All but one of the pieces on the bill were strongly coloured by jazz, blues or Latin music. Accented syncopations, fluid, slightly feline swaying and chromatic colours revolving around ‘blue’ harmonies, this was a catchy universe, but not a racy one. No, because the scores on offer (by Damien Geter, Carlos Simon, Paquito D’Rivera, Valerie Coleman, Andy Akiho and Billy Taylor, the latter in an arrangement) are refined, twirling and full of invigorating effects, often entertaining, sometimes surprising. But what satisfies any passionate and invested music lover in this kind of programme is the extra soul added to the works by their extra-musical references.

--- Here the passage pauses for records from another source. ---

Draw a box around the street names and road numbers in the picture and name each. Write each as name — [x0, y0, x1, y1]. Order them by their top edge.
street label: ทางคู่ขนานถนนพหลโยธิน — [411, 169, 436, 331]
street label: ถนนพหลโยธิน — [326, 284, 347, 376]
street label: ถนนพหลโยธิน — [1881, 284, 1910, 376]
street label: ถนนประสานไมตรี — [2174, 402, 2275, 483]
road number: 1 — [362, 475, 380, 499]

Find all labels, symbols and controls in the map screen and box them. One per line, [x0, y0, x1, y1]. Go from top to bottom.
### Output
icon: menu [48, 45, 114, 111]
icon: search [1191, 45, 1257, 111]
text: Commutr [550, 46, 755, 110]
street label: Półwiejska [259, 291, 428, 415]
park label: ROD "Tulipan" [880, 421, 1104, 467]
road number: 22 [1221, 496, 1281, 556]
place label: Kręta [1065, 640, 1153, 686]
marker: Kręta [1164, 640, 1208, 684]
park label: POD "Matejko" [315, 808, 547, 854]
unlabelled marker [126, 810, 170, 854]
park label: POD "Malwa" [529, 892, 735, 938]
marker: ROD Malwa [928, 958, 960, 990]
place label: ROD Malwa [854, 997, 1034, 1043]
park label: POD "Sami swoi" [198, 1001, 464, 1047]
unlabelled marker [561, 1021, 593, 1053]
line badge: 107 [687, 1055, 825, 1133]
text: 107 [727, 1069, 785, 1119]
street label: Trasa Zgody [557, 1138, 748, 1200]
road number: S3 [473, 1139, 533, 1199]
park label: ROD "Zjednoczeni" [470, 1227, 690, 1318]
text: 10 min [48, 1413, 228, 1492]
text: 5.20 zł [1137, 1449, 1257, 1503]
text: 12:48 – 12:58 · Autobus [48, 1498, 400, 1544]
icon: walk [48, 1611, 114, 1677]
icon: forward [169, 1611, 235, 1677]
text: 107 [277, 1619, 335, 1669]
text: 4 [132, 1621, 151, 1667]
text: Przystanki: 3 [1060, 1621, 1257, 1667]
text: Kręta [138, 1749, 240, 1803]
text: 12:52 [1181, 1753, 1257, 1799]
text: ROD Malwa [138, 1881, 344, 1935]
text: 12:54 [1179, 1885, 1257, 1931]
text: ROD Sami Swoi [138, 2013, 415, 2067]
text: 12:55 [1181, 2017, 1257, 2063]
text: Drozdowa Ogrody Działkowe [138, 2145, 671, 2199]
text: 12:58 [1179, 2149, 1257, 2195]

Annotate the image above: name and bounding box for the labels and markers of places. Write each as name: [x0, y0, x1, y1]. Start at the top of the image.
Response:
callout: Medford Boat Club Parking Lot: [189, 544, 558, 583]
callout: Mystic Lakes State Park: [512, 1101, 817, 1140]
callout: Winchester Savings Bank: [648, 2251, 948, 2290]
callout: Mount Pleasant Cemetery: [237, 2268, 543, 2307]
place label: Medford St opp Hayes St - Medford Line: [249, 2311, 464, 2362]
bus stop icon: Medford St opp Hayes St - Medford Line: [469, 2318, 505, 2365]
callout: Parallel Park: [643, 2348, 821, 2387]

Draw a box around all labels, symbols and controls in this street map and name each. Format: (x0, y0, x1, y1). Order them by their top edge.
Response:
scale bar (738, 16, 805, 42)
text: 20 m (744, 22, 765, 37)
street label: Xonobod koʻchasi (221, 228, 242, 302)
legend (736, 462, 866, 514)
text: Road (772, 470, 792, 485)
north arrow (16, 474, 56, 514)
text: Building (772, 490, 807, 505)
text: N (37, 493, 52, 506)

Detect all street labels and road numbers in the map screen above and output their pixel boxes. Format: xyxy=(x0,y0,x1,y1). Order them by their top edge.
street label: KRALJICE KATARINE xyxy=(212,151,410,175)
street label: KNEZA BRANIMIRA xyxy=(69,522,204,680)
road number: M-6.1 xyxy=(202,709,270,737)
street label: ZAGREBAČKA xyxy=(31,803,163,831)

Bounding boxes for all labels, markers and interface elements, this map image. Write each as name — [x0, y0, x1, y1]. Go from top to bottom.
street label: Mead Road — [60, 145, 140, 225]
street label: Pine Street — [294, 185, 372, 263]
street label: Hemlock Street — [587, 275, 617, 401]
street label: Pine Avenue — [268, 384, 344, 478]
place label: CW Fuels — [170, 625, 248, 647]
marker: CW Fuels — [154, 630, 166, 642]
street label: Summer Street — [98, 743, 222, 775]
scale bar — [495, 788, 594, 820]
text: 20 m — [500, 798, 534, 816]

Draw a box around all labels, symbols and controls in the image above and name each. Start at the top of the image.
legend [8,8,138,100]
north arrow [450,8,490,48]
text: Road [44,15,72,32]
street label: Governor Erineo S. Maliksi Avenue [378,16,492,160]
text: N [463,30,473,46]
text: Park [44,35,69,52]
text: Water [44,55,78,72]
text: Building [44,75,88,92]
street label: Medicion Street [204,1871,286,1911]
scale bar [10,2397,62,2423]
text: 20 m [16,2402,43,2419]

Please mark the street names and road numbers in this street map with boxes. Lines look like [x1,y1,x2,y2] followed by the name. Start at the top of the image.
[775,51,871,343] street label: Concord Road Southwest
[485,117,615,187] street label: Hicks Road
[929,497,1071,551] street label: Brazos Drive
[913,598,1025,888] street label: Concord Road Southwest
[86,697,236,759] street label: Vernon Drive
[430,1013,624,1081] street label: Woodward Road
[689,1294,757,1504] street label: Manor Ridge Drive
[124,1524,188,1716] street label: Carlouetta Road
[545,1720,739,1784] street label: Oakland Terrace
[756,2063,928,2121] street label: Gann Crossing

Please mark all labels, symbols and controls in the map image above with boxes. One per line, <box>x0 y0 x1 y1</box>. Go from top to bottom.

It’s racial profiling in Damien Geter’s I Said What I Said (the main theme depends on the typically Black locutionary rhythm of the title phrase), the celebration of great black personalities in Carlos Simon’s Giants (Bessie Smith, Cornel West, Herbie Hancock), of New York neighbourhoods in Valerie Coleman’s Rubispheres no 1, of freedom in Billy Taylor’s I Wish I Knew How It Would Feel To Be Free or the denunciation of the imprisonment of immigrants in Andy Akiho’s BeLoud, BeLoved, BeLonging.


This last piece is, however, the stylistic exception of the lot, as it is a post-minimalist flight in three movements, nervous and devilishly exciting, less obviously connected than the others to Afro-American or Latin heritage. Ironically, the piece by Paquito D’Rivera, Aires tropicales, by far the best-known artist on the programme, is the most “facile”. Not bad, no. It gives the instrumentalists a good workout and is certainly an excellent musical challenge for any professional ensemble. But the juxtaposition of the writing and the underlying theme is more superficial than its competitors

The evening, much appreciated by the audience, ended with an arrangement of Billy Taylor’s famous song I Wish I Knew How It Would Feel To Be Free, dedicated by Nina Simone. Real jazz, but adapted in anything but a linear fashion. Clarinettist Mark Dover did a fabulous job, turning it into a feverish Theme and Variations bursting with expressive dynamite. 

The applause was long and sustained. Everyone clearly wanted to see them again as soon as possible.